____ Record extracts

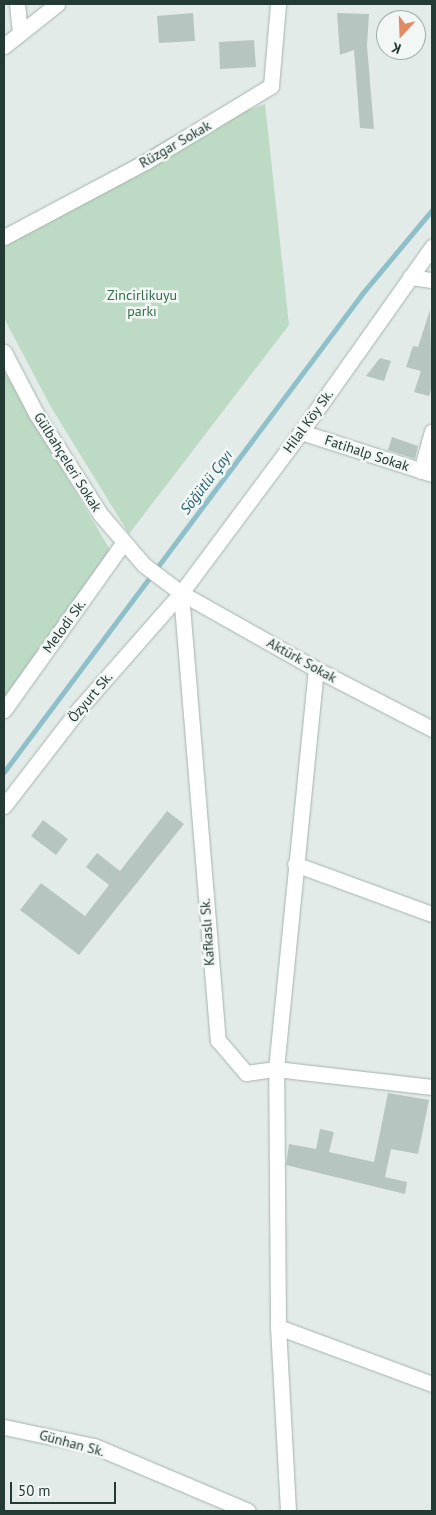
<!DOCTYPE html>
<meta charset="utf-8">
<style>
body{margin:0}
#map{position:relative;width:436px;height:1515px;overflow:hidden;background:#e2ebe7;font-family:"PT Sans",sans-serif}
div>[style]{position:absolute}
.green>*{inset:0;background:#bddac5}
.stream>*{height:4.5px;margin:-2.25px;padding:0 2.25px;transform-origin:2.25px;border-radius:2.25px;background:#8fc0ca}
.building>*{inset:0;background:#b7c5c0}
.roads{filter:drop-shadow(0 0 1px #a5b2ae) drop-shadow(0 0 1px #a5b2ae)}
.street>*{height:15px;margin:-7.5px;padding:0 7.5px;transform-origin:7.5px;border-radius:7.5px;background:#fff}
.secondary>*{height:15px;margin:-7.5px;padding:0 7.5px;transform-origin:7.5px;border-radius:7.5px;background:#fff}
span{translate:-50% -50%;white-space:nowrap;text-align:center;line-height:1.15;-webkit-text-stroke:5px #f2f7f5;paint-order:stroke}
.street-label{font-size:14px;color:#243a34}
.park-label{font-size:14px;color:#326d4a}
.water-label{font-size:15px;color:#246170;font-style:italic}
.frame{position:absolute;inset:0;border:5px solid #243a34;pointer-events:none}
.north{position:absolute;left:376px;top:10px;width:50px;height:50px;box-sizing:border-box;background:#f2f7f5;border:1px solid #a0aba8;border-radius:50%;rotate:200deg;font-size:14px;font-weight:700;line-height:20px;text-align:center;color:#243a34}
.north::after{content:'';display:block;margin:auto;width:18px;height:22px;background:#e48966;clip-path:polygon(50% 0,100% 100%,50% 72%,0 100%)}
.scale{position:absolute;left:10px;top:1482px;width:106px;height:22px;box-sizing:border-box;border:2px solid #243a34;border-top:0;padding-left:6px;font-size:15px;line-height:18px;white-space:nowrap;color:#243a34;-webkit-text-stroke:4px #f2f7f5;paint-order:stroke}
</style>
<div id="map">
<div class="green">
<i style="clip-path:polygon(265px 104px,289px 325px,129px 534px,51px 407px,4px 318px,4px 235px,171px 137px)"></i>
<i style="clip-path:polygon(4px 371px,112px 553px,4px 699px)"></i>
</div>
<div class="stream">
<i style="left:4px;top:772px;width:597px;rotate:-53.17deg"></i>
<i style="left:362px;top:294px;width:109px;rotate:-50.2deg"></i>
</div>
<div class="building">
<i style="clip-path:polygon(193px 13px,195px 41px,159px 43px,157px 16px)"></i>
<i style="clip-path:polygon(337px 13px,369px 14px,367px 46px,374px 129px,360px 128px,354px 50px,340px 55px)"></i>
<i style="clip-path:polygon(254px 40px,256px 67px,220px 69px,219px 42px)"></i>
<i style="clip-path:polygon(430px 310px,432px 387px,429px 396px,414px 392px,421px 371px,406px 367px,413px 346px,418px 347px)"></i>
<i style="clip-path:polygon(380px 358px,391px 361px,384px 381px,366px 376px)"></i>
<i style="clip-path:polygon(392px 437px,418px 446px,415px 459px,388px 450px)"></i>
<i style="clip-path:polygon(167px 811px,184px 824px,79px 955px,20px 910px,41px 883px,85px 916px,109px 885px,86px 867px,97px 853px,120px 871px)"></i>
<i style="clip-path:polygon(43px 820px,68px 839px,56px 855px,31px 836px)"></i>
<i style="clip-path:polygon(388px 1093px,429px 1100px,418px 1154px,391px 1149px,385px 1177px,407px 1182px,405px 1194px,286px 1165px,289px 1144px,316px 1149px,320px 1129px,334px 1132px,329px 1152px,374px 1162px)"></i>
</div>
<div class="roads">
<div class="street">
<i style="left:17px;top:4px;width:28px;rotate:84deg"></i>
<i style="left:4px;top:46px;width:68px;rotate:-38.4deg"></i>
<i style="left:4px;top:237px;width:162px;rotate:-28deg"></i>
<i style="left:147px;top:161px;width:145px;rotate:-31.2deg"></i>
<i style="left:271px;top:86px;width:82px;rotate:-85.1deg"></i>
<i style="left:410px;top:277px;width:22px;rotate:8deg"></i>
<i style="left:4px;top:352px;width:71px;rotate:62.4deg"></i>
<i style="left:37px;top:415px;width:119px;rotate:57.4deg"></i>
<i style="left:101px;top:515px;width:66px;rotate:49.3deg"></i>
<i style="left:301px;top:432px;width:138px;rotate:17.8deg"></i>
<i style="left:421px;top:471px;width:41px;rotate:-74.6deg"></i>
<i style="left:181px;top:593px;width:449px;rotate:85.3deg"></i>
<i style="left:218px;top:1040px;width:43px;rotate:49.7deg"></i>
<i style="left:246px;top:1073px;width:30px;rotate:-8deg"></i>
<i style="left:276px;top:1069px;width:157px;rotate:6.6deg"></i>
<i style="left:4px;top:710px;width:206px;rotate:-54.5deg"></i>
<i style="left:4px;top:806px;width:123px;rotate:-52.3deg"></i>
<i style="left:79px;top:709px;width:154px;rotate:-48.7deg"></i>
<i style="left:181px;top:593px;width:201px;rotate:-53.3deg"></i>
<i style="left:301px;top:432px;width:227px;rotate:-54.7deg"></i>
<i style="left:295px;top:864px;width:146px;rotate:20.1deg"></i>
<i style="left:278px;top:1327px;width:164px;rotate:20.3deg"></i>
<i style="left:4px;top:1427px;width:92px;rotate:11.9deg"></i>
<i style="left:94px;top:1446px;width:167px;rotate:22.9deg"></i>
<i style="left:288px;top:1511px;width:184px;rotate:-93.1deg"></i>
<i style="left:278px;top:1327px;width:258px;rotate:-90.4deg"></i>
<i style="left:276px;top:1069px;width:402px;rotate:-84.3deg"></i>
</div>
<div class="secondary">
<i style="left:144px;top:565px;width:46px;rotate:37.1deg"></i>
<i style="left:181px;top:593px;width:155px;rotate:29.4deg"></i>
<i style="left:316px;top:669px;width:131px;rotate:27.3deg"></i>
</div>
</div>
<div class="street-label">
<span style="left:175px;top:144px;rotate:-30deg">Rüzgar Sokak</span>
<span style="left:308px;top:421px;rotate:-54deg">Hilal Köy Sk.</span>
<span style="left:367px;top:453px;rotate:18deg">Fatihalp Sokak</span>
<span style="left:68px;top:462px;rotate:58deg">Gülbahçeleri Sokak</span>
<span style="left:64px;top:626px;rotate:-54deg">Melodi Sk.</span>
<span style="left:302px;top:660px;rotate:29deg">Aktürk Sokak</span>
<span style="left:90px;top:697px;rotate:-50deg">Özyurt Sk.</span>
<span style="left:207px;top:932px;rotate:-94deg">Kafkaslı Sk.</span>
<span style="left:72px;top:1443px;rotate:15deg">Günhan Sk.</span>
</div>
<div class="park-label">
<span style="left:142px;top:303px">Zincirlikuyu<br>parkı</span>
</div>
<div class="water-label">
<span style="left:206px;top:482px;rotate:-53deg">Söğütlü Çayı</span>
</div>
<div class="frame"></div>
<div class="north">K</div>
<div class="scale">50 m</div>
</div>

________

### [Exercise aim]
Copy all lines of the records that have the string "stream" in them.

### [Task response]
.stream>*{height:4.5px;margin:-2.25px;padding:0 2.25px;transform-origin:2.25px;border-radius:2.25px;background:#8fc0ca}
<div class="stream">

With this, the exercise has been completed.